Looks like the directionless Occupy Baltimore's free ride has come to an end. No more littering all over a public park. No more unsightly refugee camp sites. No more tent rapings. No more trash. No more unshaven college graduates living off of their parents' bank accounts.

If you've been hiding behind the mind-numbing fall schedule of network television programs, you probably don't know that Occupy Baltimore is our fair city's equivalent of the Occupy Wall Street movement. What is Occupy Wall Street? Most people think it's a move to protest the norms of our modern society - excessive corporate pay, the widening income gap between the working class of society and the privileged class of society, the growing mass of young people that cannot find work, and the throngs of people that do not have access to the latest 4G smart phones.

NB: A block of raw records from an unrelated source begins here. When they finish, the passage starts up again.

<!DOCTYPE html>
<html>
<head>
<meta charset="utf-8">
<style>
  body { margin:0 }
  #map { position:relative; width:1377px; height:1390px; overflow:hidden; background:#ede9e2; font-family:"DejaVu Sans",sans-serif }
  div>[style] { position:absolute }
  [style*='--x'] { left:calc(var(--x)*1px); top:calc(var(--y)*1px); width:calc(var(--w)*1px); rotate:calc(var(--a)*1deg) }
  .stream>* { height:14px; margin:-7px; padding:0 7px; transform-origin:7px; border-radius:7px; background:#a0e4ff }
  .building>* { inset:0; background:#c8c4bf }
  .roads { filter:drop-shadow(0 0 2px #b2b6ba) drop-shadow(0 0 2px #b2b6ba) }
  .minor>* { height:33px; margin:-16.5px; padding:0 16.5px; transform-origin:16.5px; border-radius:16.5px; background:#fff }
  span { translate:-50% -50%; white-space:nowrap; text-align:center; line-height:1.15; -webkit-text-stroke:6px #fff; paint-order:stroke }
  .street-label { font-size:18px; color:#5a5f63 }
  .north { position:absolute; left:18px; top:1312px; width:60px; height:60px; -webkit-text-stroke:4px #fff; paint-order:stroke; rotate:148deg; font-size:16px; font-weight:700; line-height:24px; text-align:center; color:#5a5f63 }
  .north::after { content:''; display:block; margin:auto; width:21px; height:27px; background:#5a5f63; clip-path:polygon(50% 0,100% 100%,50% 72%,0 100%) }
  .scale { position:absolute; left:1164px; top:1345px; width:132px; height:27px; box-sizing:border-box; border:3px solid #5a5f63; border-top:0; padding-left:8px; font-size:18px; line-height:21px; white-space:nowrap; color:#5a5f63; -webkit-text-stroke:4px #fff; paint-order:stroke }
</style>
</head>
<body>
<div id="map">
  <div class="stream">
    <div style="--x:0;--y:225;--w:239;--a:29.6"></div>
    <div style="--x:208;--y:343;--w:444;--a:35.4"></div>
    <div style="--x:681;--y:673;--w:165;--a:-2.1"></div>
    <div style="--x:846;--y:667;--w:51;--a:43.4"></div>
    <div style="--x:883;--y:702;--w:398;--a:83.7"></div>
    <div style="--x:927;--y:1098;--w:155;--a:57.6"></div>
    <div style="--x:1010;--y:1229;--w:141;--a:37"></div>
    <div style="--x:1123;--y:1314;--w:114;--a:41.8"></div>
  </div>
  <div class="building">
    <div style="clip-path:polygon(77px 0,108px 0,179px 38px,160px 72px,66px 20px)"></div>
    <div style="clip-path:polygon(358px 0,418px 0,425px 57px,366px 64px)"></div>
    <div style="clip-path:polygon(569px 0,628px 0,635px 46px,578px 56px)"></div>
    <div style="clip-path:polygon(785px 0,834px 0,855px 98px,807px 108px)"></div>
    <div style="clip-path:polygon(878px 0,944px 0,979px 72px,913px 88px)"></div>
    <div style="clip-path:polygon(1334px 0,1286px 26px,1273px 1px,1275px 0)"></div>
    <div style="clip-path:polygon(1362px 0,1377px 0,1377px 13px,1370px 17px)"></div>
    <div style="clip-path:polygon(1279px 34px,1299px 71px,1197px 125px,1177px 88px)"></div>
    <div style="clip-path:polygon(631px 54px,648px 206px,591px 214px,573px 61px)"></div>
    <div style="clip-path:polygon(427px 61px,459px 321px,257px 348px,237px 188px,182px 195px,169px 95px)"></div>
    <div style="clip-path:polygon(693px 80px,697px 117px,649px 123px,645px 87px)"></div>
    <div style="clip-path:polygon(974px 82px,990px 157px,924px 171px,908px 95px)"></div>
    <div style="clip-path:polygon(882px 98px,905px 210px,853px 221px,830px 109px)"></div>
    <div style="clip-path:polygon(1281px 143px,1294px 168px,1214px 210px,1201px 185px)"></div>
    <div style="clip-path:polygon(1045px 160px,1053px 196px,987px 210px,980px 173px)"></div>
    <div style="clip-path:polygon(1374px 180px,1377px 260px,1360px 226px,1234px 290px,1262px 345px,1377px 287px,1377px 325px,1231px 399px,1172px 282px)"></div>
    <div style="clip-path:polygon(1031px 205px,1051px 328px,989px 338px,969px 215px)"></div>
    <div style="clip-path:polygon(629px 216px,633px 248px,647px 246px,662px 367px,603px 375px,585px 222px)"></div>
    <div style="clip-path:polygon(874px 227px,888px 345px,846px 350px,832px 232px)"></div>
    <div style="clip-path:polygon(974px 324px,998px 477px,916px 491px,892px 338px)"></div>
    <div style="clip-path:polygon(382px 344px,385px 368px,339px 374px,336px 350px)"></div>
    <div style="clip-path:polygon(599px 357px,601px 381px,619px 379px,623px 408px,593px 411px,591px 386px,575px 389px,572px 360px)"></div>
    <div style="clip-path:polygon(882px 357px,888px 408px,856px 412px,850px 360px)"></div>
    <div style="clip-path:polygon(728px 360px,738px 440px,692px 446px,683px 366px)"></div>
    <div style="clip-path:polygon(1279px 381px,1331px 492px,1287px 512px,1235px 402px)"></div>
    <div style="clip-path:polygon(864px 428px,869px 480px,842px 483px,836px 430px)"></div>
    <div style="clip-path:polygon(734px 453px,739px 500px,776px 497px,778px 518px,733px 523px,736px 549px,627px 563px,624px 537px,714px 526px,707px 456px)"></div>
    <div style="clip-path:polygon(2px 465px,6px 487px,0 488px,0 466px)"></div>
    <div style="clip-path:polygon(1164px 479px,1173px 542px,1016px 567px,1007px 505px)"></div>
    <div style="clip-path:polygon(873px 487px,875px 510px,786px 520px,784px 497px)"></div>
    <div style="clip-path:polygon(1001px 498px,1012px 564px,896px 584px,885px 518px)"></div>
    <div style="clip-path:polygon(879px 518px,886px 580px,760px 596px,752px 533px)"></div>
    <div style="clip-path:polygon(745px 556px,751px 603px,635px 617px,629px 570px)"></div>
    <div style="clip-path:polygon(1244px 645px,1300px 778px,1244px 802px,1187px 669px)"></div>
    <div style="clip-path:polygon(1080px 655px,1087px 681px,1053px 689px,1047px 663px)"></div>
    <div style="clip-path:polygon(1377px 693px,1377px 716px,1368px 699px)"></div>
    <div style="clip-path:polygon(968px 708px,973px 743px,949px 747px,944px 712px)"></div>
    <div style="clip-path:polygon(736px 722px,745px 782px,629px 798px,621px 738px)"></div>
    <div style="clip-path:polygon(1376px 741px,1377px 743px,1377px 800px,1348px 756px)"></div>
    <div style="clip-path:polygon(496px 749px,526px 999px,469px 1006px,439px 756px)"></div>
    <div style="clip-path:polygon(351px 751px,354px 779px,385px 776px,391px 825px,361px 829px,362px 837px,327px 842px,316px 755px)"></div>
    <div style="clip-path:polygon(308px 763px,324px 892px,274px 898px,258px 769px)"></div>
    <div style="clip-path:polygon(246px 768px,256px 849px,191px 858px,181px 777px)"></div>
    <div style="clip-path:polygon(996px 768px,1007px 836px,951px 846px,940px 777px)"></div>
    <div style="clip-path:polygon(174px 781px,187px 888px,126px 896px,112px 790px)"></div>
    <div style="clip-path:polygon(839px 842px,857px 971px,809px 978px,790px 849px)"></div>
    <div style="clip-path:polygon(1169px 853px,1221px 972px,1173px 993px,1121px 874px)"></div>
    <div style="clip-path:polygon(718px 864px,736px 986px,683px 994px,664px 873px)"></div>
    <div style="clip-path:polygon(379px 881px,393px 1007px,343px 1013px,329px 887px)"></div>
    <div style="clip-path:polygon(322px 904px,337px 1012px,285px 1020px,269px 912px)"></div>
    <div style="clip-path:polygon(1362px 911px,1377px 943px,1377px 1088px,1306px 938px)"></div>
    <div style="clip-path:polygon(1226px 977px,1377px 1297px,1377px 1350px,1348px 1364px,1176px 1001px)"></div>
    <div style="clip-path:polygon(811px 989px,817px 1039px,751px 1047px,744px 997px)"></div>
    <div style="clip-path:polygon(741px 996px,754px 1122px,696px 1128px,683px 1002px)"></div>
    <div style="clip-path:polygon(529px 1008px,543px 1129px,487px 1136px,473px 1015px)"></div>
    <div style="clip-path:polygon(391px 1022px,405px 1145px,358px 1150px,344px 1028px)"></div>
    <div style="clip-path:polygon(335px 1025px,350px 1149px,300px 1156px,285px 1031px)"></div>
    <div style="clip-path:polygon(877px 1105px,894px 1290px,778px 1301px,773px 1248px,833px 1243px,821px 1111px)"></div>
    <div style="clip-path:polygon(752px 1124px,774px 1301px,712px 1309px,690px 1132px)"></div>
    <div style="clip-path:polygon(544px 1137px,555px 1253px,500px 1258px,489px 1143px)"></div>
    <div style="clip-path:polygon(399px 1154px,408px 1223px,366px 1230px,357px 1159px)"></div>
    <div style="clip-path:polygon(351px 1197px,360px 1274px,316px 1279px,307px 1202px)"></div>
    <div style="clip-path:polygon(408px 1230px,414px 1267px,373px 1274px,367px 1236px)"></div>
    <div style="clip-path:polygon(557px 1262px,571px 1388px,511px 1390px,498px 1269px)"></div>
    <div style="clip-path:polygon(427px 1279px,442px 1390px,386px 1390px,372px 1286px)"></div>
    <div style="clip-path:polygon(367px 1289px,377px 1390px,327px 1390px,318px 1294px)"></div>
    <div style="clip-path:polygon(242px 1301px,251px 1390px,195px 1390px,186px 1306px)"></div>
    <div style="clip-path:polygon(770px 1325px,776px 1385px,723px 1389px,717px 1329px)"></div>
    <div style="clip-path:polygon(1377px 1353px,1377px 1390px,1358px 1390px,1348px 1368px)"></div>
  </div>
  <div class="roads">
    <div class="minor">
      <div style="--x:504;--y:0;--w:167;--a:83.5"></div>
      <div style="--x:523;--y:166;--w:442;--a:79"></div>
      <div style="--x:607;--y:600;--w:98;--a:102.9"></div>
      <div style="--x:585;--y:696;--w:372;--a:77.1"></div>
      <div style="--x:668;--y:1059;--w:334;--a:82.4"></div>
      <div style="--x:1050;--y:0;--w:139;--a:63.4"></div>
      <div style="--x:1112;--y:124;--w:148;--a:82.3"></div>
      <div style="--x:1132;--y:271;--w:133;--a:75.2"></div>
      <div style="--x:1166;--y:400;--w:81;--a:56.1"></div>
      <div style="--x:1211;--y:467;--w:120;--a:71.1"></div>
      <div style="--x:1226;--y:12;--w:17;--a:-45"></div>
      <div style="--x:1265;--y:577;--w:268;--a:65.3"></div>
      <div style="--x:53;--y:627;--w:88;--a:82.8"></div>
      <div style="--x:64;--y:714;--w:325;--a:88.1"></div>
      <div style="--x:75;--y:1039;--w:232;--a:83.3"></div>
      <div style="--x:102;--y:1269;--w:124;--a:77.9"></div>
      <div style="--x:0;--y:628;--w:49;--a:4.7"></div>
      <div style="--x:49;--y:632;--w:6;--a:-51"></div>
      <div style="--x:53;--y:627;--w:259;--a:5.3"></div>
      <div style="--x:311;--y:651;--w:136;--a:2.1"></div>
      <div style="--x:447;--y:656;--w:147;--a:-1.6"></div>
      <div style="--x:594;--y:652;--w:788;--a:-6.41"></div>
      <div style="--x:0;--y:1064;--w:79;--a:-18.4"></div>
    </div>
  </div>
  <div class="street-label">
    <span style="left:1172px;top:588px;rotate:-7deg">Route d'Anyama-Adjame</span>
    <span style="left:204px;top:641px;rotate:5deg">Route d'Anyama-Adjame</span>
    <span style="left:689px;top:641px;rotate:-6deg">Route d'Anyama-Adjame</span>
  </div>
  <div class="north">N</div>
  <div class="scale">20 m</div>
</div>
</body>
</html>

I've seen stories of these copycat protesters getting their messages out damning corporate America and all of the evils that it pervades. These messages, of course, are spread on Facebook and Twitter via iPads, iPhones, Macs, laptops, and other awesome technologies created by companies that are exempt from the ridicule.

But seriously, what are the demands of the Occupy movement? Will they 'decamp' when CNN can prove that executive pay has been decreased by 50%? When the jobless rates gets back to tolerable levels? When taxes on the rich get even higher? Or when all college graduates have their student loans repaid, a job handed to them, and a free iPad with the latest app showing them where the closest Starbucks is located? Or is this just a movement to utilize some downtime until something better comes along - like jobs?

I don't know what the answers are. I agree with most of the things they are saying, but there's seems to be no objective. It's not like the 1960's when our parents demanded that we withdrawal from Vietnam. It's not like the temperance movement when radical women demanded the prohibition of alcohol. When will the Occupy movement realize its goals? It's just not clear.

What we do know is that McKeldin Square in Baltimore, named after Theodore McKeldin, the last Republican Mayor of Baltimore, is clear of vagrants and is now clean. We can now walk through the park and enjoy it as citizens of Baltimore.